Last Updated on Saturday, 26 December 2015, 21:01 by GxMedia
The Ministry of Education on Saturday said police would be called in to open school gates if they are locked by protesters and parents would be prosecuted for keeping their children away from school.
“The Ministry of Education is working with the Guyana Police Force to ensure that any school compound that is locked will be opened immediately and those responsible for locking same will be dealt with condignly by the law.
The Ministry will also treat condignly with parents who keep their children away from instruction to be used at protests,” the ministry said in a statement.
The position followed protests at several schools in Georgetown and the interior to force the Education Ministry to intervene to address their grievances including poor accommodation, teacher shortage, poor sanitation and in the case of Mahdia Primary School the dismissal of the Head teacher.
Demerara Waves Online News (www.demwaves.com) was told that most parents and guardians of Mahdia Primary students boycotted a meeting on Saturday with Chief Education Officer, Olato Sam. Instead, Sam met with teachers and discussed the process that led to the dismissal of the Head teacher. The Chairman of the Parent Teachers Association said residents would attend a meeting only with the Minister of Education, Priya Manickchand.
At the Port Kaituma Secondary School, parents and students closed down the school to demand more teachers.
Residents and the Guyana Teachers Union (GTU) are, however, adamant that the Head teacher was not involved in financial improprieties and that he should be reinstated. The matter could be taken to court as early as next week.
The Education Ministry said that “every action must be taken in the interest of the children” and authorities would not tolerate the locking of school gates as a form or part of protests’ the utilisation of school premises as a location of protests; threatening and traumatising teachers, parents and students as a means of forcing their involvement in illegal, unconstitutional activities and the exploitation of children during school hours by utilising them to hold placards, congregating on the roadways, shouting unwholesome slogans etc. “The Ministry of Education strongly denounces the recent actions by some small pockets of persons to disrupt the functioning of schools by illegally protesting and behaving in other unhealthy and unwholesome ways,” the ministry added.
The Education Ministry said that while it recognizes the constitutional right of all persons to demonstrate peacefully and freely, protests should not interfere with public order and/or hinder the rights and freedoms of other persons.
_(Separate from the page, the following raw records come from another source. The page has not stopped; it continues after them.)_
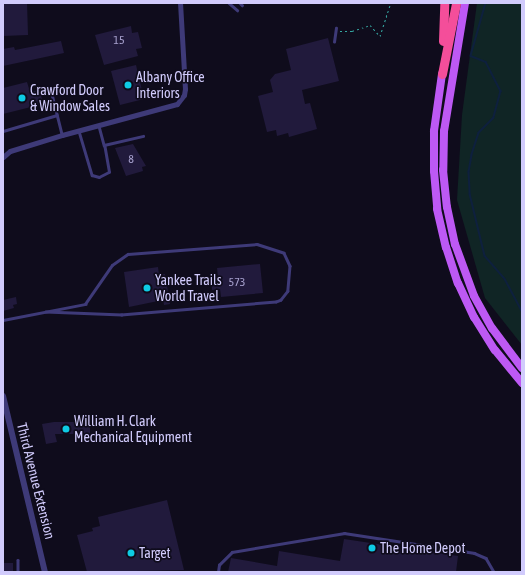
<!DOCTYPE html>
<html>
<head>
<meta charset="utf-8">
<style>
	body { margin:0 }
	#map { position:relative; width:525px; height:575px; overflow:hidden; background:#0f0c1c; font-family:"Asap Condensed",sans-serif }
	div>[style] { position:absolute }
	.green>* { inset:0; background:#102525 }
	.stream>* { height:1.5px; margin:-0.75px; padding:0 0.75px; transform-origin:0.75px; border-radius:0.75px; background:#0e203e }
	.building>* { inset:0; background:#211a3c }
	.path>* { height:1px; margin-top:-0.5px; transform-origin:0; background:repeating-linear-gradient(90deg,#34a6a1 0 2px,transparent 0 5px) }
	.service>* { height:2.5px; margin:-1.25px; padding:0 1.25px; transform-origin:1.25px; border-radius:1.25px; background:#3e3a78 }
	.minor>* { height:5px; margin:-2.5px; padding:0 2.5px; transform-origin:2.5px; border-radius:2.5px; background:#3e3a78 }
	.tertiary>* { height:6px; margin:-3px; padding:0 3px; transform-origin:3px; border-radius:3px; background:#3e3a78 }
	.primary>* { height:8px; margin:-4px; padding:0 4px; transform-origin:4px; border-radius:4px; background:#bd59f4 }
	.motorway>* { height:9px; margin:-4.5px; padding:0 4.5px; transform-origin:4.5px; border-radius:4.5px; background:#f44e9a }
	.dots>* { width:11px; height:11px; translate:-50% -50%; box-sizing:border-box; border:2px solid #0f0c1c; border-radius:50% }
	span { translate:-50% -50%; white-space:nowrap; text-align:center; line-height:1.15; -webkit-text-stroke:3.5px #0f0c1c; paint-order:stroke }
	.number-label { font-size:12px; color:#a59fcc }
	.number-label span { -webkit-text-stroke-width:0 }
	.poi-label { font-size:14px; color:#d1cbfc }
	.left { translate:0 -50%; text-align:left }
	.street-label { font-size:14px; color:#d1cbfc }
	.frame { position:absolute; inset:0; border:4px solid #d1cbfc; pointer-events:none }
</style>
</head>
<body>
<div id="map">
	<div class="green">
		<i style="clip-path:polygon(477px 3px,522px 3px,522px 345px,485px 298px,457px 200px,462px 115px)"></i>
	</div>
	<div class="stream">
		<i style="left:486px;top:3px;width:55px;rotate:105.8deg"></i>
		<i style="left:471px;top:56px;width:16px;rotate:22deg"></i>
		<i style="left:486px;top:62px;width:33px;rotate:63deg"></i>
		<i style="left:501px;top:91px;width:28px;rotate:105deg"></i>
		<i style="left:494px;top:118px;width:21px;rotate:135deg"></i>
		<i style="left:479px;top:133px;width:23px;rotate:108deg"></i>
		<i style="left:472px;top:155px;width:17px;rotate:100deg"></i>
		<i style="left:469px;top:172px;width:22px;rotate:87deg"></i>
		<i style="left:470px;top:194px;width:64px;rotate:76.4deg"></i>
		<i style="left:485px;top:256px;width:30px;rotate:49deg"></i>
		<i style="left:505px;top:279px;width:36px;rotate:62deg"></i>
	</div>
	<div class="building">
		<i style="clip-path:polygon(3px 3px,27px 3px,28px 35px,3px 36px)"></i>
		<i style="clip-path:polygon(131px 26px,132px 33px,138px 32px,142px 48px,136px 49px,138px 56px,104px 65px,95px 35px)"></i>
		<i style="clip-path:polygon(328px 38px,339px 81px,302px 90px,305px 104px,310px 103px,317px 129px,289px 137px,288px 133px,277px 136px,276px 130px,267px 132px,258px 96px,273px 92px,270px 80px,275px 74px,291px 70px,286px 49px)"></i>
		<i style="clip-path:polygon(61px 41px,64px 53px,3px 66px,3px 49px,14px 47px,15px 50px)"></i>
		<i style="clip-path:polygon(136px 65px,144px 99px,120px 105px,111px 71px)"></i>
		<i style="clip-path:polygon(27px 82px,30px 92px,40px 90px,43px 104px,3px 114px,3px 88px)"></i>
		<i style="clip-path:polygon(133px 144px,146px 166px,142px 167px,143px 171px,126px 176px,115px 148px)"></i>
		<i style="clip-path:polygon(260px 264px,263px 293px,221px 297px,220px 289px,212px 290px,211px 277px,218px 277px,217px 268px)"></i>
		<i style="clip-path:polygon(158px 267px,159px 275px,165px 274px,170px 304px,164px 305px,163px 300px,129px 307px,124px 272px)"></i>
		<i style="clip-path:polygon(16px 297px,17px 304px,13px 305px,14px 308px,3px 311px,3px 300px)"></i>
		<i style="clip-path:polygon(54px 422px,90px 422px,90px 434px,55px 434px,57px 442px,46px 444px,42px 424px)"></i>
		<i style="clip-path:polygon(167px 500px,184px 570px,87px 572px,77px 535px,93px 531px,92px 528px,100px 526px,98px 517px)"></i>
		<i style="clip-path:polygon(344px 539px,458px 556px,456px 572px,228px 572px,231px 558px,277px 566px,279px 551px,340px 561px)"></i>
		<i style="clip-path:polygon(3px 563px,13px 563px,13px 572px,3px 572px)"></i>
	</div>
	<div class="path">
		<i style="left:340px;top:31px;width:12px"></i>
		<i style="left:352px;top:31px;width:19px;rotate:-18deg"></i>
		<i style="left:370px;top:25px;width:15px;rotate:48deg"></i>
		<i style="left:380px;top:36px;width:35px;rotate:-72deg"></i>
	</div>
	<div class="service">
		<i style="left:229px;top:3px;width:11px;rotate:41deg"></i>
		<i style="left:240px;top:3px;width:3px;rotate:45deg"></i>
		<i style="left:334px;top:42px;width:14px;rotate:-82deg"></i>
		<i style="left:51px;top:90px;width:45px;rotate:76deg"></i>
		<i style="left:99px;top:126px;width:20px;rotate:75deg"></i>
		<i style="left:104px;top:145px;width:40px;rotate:-13deg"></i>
		<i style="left:3px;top:131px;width:56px;rotate:-16.5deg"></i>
		<i style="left:79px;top:131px;width:46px;rotate:73.5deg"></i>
		<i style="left:92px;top:175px;width:7px;rotate:16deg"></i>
		<i style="left:99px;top:177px;width:11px;rotate:-27deg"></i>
		<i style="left:109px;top:172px;width:27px;rotate:-100deg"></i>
		<i style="left:3px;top:320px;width:84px;rotate:-11deg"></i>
		<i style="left:85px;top:304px;width:47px;rotate:-55.3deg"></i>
		<i style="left:112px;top:265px;width:19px;rotate:-35deg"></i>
		<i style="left:128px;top:254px;width:129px;rotate:-4.4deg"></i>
		<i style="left:257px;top:244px;width:28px;rotate:18deg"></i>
		<i style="left:284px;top:253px;width:14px;rotate:65deg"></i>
		<i style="left:290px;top:266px;width:25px;rotate:95deg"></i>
		<i style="left:288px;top:291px;width:11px;rotate:128deg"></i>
		<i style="left:281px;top:300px;width:5px;rotate:158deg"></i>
		<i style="left:276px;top:302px;width:155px;rotate:175.2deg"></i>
		<i style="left:122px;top:315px;width:76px;rotate:-177.7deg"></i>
		<i style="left:18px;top:560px;width:12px;rotate:90deg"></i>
		<i style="left:218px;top:572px;width:7px;rotate:-82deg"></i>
		<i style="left:219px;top:565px;width:18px;rotate:-45deg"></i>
		<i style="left:232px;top:552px;width:114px;rotate:-9.6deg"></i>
		<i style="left:344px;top:533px;width:132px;rotate:8.7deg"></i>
		<i style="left:474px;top:553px;width:13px;rotate:23deg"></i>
		<i style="left:486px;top:558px;width:16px;rotate:60deg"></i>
	</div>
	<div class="minor">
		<i style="left:3px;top:157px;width:9px;rotate:-41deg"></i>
		<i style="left:10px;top:151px;width:54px;rotate:-17.1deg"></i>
		<i style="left:62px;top:135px;width:119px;rotate:-15.1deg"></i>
		<i style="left:177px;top:104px;width:11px;rotate:-52deg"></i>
		<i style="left:184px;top:95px;width:6px;rotate:-81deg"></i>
		<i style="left:185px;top:89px;width:86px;rotate:-93.3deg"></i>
	</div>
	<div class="tertiary">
		<i style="left:3px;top:396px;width:181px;rotate:76.6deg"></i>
	</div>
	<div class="primary">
		<i style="left:465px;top:3px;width:130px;rotate:99.3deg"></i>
		<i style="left:444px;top:131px;width:39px;rotate:91deg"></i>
		<i style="left:443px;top:170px;width:37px;rotate:84deg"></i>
		<i style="left:447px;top:207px;width:38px;rotate:78deg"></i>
		<i style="left:455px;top:244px;width:55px;rotate:69.9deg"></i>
		<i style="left:474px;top:296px;width:37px;rotate:61deg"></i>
		<i style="left:492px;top:328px;width:50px;rotate:53.1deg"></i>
		<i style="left:442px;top:74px;width:58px;rotate:98deg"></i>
		<i style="left:434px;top:131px;width:40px;rotate:90deg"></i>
		<i style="left:434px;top:171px;width:38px;rotate:85deg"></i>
		<i style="left:437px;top:209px;width:39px;rotate:77deg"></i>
		<i style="left:446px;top:247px;width:38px;rotate:72deg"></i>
		<i style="left:458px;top:283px;width:38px;rotate:65deg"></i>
		<i style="left:474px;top:317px;width:39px;rotate:58deg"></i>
		<i style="left:495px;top:350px;width:43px;rotate:50.7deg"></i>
	</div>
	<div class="motorway">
		<i style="left:443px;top:41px;width:38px;rotate:-88deg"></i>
		<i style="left:442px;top:74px;width:72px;rotate:-78.8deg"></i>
	</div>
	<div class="dots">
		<i style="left:128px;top:85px;background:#0ecbe4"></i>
		<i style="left:22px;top:98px;background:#0ecbe4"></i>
		<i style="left:147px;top:288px;background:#0ecbe4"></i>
		<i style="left:66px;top:429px;background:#0ecbe4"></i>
		<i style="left:372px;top:548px;background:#0ecbe4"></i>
		<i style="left:131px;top:553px;background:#0ecbe4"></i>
	</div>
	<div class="number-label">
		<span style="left:119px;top:41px">15</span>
		<span style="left:131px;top:160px">8</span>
		<span style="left:237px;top:283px">573</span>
	</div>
	<div class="poi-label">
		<span class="left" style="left:136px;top:85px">Albany Office<br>Interiors</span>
		<span class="left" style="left:30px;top:98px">Crawford Door<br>&amp; Window Sales</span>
		<span class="left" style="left:155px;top:288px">Yankee Trails<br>World Travel</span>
		<span class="left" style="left:74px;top:429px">William H. Clark<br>Mechanical Equipment</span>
		<span class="left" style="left:380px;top:548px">The Home Depot</span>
		<span class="left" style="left:139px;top:553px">Target</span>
	</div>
	<div class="street-label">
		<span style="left:36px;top:481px;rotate:76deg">Third Avenue Extension</span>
	</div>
	<div class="frame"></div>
</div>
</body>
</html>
Protests, the Ministry added, must be used only as the last option. “Best practice dictates that protest be used as a last resort rather than as the first way to bring attention to a problem, whether real or perceived.”
Parents, guardians, concerned residents and other persons, the Ministry advised, should first seek to resolve their grievances in an organised manner rather than resorting to placards or be perceived as politically antagonistic.
The Education Ministry said there are numerous established ways and means existing to allow for healthy engagements in order to address issues that touch and concern our schools and school children. The first place to begin would be the school’s administration- head teacher, deputy head teacher etc, the local Education Departments, the Ministry of Education, the Chief Education Officer, the Permanent Secretary in the Ministry of Education and the Minister of Education.
Additionally, the Ministry said it has established hotlines, opened social media e.g. Facebook and Twitter, and soon a website that will allow for persons to engage on issues of concern to them and specifically for persons to lodge complaints and to receive feedback. “Interested and relevant persons have a responsibility to inform themselves of these various means of engaging.”